- Exercise requirements:
Exactly as written, transcribe the data from its opening line through the line containing "0,100% 100%,50% 72%,0". Leave every picture out.

━━ Records for this exercise ━━

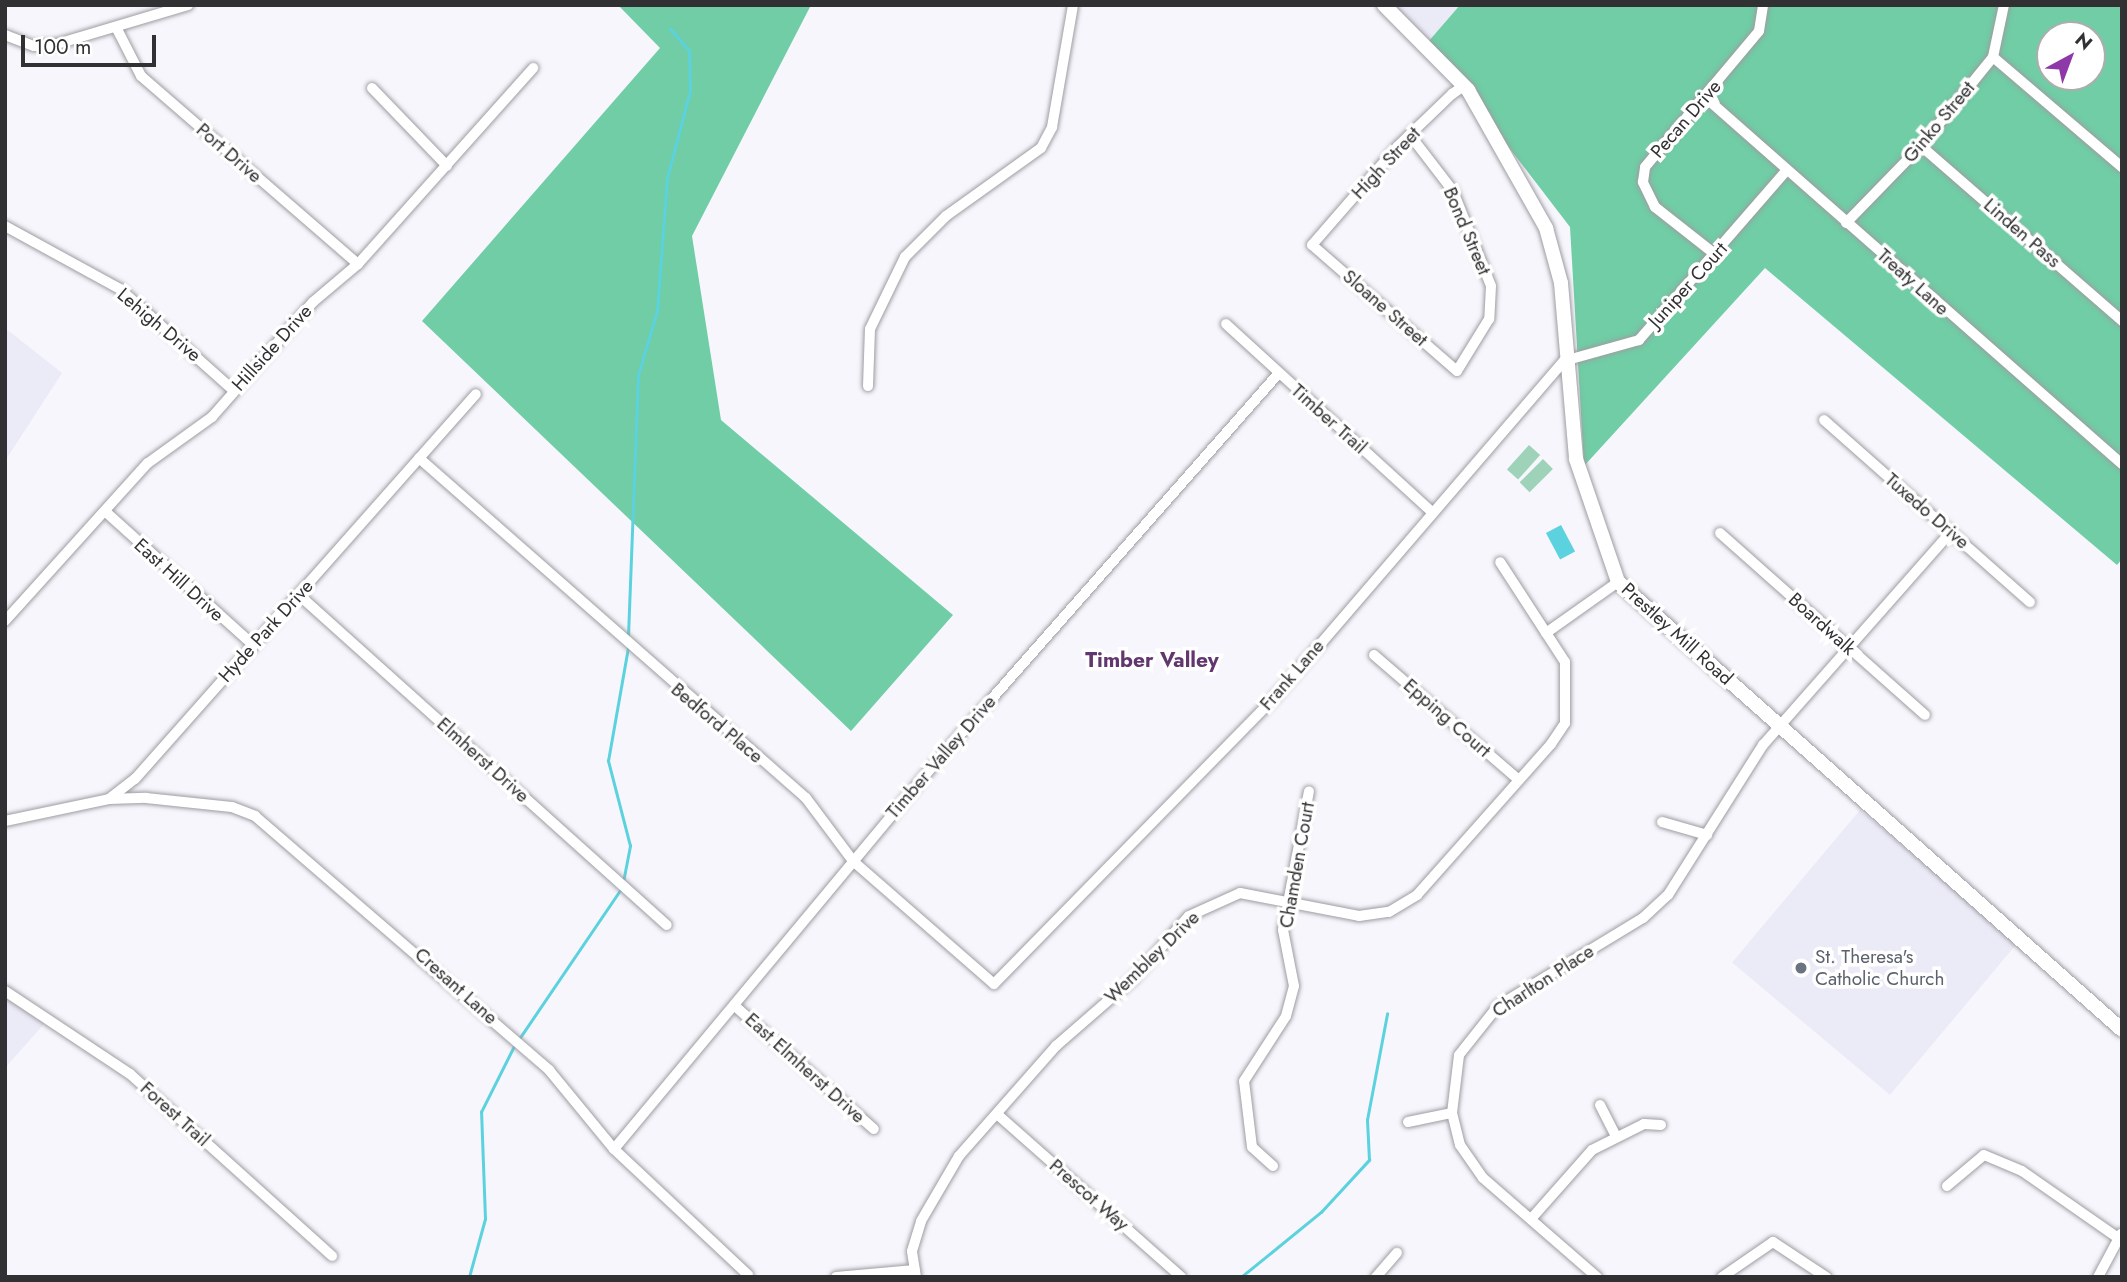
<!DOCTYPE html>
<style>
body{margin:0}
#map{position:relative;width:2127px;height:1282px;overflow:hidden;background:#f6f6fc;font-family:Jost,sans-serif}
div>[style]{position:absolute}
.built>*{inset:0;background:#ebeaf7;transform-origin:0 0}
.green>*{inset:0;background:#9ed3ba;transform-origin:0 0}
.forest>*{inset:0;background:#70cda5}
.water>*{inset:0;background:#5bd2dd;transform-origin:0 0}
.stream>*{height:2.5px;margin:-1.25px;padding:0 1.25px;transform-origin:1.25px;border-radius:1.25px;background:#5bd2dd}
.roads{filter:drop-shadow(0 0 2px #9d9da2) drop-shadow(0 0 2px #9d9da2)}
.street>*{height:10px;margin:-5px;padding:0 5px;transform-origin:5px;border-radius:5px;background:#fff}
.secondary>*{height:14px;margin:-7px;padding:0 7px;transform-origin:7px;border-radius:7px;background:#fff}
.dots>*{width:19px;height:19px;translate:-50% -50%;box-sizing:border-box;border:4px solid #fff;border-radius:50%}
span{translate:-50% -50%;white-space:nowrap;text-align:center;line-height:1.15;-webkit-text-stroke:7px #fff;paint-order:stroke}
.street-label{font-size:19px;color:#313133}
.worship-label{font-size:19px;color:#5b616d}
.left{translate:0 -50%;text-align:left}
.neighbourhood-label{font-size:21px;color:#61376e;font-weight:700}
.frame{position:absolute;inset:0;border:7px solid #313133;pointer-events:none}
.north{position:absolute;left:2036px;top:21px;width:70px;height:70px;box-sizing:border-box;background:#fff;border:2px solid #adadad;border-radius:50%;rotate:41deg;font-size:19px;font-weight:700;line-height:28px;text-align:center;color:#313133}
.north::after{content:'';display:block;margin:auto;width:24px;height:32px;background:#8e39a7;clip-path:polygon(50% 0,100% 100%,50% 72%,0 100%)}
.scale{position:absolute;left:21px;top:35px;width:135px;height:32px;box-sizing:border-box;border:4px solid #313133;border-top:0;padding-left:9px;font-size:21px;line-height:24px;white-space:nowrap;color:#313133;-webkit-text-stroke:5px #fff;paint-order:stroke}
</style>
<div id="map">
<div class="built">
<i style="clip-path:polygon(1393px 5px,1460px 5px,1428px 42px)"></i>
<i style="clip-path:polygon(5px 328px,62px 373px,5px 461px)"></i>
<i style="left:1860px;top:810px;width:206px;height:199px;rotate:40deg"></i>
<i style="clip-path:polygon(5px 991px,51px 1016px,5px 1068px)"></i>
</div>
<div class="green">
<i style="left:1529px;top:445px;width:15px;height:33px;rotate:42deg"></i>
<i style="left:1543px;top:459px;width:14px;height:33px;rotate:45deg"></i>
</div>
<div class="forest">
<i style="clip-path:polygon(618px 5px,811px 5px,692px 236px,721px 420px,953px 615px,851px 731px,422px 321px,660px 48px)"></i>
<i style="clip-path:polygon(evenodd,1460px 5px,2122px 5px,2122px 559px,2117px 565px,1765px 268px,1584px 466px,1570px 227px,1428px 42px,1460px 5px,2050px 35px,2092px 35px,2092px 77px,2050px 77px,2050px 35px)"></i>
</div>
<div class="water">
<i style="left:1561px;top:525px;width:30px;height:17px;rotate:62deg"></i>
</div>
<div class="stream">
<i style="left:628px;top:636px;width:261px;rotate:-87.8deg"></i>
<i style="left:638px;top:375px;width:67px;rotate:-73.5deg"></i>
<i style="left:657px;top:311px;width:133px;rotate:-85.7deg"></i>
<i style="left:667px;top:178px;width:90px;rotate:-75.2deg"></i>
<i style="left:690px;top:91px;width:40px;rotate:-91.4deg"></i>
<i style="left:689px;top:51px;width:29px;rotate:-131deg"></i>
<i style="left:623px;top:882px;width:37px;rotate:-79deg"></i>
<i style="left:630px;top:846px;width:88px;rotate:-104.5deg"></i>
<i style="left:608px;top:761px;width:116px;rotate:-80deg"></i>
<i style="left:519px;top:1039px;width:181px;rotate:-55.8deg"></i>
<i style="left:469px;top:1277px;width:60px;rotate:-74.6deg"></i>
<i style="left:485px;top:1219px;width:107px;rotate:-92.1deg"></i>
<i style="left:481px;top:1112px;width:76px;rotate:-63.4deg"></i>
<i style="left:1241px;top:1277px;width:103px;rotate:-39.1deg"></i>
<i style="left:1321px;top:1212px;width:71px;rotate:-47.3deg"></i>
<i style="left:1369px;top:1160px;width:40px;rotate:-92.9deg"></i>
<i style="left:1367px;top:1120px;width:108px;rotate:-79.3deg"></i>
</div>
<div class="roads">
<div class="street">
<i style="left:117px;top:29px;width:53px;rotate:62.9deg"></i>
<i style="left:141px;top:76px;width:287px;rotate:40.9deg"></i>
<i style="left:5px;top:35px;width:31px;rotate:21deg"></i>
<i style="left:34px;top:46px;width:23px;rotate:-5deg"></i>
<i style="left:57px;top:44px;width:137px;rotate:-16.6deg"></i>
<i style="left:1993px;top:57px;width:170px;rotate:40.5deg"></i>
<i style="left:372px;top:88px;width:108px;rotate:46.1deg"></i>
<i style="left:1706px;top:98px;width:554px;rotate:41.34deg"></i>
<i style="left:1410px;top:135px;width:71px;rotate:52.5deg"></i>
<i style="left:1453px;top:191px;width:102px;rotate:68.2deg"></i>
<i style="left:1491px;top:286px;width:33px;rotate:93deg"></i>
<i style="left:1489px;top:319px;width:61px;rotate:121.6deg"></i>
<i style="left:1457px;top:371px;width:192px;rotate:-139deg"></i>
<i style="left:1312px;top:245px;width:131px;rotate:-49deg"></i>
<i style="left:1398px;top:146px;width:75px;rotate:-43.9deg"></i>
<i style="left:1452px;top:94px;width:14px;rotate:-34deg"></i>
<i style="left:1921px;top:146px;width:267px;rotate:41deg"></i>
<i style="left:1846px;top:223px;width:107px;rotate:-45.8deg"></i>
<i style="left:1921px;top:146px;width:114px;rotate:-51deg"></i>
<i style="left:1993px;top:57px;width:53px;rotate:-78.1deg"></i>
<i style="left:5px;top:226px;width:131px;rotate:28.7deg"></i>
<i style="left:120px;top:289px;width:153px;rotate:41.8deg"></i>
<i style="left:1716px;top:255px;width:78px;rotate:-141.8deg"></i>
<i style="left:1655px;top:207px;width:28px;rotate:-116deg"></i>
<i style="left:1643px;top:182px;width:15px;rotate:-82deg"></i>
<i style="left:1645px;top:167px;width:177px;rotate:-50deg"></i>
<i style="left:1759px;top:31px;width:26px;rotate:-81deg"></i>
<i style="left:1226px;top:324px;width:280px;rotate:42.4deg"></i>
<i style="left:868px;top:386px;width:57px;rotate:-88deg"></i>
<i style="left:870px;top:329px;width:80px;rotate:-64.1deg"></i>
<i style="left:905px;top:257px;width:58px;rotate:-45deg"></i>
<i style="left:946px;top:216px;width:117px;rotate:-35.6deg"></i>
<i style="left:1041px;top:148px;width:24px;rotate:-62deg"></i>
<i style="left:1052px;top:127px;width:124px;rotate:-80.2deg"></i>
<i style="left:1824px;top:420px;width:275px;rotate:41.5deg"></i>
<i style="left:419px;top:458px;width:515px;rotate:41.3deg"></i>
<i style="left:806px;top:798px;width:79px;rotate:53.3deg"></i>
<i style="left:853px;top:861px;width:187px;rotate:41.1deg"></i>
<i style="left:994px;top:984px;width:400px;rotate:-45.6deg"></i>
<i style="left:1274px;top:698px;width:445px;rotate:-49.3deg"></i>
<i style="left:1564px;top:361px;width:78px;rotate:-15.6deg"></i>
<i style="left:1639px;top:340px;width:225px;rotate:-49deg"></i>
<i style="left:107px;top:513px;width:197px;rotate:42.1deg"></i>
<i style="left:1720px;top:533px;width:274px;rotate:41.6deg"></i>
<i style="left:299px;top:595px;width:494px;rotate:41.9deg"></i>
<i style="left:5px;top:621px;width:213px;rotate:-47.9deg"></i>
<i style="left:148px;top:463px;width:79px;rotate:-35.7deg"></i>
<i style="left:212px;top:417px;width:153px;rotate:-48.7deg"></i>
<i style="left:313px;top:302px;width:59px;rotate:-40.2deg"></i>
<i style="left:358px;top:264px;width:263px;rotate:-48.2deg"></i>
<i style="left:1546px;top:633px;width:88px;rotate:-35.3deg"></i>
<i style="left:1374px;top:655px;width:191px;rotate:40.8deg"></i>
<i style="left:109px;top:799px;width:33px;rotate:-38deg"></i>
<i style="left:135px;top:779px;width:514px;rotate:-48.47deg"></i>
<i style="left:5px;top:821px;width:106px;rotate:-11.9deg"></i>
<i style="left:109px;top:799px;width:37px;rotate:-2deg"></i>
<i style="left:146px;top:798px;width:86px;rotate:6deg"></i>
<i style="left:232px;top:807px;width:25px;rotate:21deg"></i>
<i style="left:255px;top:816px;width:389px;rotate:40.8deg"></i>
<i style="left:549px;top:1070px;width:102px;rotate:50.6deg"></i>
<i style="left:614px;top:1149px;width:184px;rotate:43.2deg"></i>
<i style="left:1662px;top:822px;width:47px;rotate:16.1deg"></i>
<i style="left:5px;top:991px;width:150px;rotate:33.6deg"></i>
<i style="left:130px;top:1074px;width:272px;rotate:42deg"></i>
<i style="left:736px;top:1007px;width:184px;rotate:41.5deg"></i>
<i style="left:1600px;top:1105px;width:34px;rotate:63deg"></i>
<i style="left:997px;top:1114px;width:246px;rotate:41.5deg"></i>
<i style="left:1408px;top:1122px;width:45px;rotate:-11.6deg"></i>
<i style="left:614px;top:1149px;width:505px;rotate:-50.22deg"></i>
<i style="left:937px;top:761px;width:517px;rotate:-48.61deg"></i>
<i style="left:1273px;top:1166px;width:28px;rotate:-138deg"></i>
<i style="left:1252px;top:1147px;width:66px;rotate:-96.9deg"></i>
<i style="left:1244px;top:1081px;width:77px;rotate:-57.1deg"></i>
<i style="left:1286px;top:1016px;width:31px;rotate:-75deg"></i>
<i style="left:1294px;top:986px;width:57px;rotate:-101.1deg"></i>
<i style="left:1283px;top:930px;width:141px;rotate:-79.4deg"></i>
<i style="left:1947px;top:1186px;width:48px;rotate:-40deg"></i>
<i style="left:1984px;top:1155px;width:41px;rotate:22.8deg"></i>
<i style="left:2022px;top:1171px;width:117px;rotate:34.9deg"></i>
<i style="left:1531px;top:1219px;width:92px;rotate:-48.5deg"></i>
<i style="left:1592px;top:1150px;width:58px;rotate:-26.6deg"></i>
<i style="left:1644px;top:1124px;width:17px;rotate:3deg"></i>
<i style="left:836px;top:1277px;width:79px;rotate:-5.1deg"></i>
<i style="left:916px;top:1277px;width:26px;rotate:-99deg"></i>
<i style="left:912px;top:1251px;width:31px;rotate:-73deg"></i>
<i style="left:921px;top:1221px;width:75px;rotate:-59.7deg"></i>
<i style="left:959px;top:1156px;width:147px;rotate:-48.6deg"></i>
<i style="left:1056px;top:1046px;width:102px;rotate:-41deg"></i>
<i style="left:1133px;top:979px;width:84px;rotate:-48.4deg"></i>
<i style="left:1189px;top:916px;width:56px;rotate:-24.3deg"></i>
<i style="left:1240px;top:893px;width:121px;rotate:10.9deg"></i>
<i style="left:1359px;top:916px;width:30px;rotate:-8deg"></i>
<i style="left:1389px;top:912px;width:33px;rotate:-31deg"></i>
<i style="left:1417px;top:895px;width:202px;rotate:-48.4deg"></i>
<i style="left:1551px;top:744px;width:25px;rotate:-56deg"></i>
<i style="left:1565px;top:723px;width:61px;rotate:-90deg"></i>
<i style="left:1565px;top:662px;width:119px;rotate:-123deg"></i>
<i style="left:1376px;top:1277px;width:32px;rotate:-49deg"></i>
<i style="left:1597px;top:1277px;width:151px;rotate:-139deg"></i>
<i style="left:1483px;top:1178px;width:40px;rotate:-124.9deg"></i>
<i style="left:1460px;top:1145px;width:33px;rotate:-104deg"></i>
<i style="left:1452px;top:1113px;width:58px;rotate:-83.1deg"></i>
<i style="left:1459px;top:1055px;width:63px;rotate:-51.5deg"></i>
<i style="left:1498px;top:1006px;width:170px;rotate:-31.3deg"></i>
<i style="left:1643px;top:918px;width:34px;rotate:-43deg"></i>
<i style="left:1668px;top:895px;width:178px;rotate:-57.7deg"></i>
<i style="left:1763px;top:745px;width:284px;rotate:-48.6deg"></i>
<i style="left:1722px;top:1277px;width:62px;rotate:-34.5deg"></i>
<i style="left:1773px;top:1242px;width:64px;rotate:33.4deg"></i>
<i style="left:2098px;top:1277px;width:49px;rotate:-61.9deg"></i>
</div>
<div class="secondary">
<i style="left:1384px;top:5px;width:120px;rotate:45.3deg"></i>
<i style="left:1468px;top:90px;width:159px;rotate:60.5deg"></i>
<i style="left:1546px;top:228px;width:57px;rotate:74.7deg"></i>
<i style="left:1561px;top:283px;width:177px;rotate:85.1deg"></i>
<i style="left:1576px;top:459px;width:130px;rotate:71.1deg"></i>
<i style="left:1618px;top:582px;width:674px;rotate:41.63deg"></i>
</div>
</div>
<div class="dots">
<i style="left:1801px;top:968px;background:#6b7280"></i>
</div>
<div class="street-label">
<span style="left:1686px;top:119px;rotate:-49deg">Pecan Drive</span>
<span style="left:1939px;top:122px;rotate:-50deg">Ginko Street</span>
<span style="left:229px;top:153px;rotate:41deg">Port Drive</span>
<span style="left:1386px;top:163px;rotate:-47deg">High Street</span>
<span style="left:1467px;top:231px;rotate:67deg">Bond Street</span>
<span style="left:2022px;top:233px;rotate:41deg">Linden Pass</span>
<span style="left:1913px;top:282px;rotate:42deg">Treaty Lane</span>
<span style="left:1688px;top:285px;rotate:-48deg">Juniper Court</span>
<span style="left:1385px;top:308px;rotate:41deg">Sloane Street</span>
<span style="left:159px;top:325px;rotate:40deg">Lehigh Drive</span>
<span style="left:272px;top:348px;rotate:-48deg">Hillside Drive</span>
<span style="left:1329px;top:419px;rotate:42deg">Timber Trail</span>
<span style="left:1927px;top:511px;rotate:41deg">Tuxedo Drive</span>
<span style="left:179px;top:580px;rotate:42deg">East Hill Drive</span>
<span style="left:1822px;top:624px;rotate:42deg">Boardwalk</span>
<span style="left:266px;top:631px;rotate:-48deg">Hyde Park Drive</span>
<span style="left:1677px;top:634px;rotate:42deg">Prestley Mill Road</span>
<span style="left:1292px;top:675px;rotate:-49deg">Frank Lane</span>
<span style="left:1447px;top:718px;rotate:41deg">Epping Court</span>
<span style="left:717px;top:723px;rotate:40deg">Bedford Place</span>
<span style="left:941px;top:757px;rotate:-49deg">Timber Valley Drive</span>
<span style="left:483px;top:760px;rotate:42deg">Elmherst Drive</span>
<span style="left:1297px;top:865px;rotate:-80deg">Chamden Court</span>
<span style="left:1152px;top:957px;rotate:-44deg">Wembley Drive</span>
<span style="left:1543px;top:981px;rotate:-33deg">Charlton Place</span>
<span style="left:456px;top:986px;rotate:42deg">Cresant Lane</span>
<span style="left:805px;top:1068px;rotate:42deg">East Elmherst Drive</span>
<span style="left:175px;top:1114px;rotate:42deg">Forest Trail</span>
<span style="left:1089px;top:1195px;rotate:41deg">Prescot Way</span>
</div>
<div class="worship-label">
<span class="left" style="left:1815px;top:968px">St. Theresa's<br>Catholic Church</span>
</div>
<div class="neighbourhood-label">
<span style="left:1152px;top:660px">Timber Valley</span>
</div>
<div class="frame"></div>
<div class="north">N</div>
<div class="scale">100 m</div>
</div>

━━━

- Result for this exercise:
<!DOCTYPE html>
<style>
body{margin:0}
#map{position:relative;width:2127px;height:1282px;overflow:hidden;background:#f6f6fc;font-family:Jost,sans-serif}
div>[style]{position:absolute}
.built>*{inset:0;background:#ebeaf7;transform-origin:0 0}
.green>*{inset:0;background:#9ed3ba;transform-origin:0 0}
.forest>*{inset:0;background:#70cda5}
.water>*{inset:0;background:#5bd2dd;transform-origin:0 0}
.stream>*{height:2.5px;margin:-1.25px;padding:0 1.25px;transform-origin:1.25px;border-radius:1.25px;background:#5bd2dd}
.roads{filter:drop-shadow(0 0 2px #9d9da2) drop-shadow(0 0 2px #9d9da2)}
.street>*{height:10px;margin:-5px;padding:0 5px;transform-origin:5px;border-radius:5px;background:#fff}
.secondary>*{height:14px;margin:-7px;padding:0 7px;transform-origin:7px;border-radius:7px;background:#fff}
.dots>*{width:19px;height:19px;translate:-50% -50%;box-sizing:border-box;border:4px solid #fff;border-radius:50%}
span{translate:-50% -50%;white-space:nowrap;text-align:center;line-height:1.15;-webkit-text-stroke:7px #fff;paint-order:stroke}
.street-label{font-size:19px;color:#313133}
.worship-label{font-size:19px;color:#5b616d}
.left{translate:0 -50%;text-align:left}
.neighbourhood-label{font-size:21px;color:#61376e;font-weight:700}
.frame{position:absolute;inset:0;border:7px solid #313133;pointer-events:none}
.north{position:absolute;left:2036px;top:21px;width:70px;height:70px;box-sizing:border-box;background:#fff;border:2px solid #adadad;border-radius:50%;rotate:41deg;font-size:19px;font-weight:700;line-height:28px;text-align:center;color:#313133}
.north::after{content:'';display:block;margin:auto;width:24px;height:32px;background:#8e39a7;clip-path:polygon(50% 0,100% 100%,50% 72%,0 100%)}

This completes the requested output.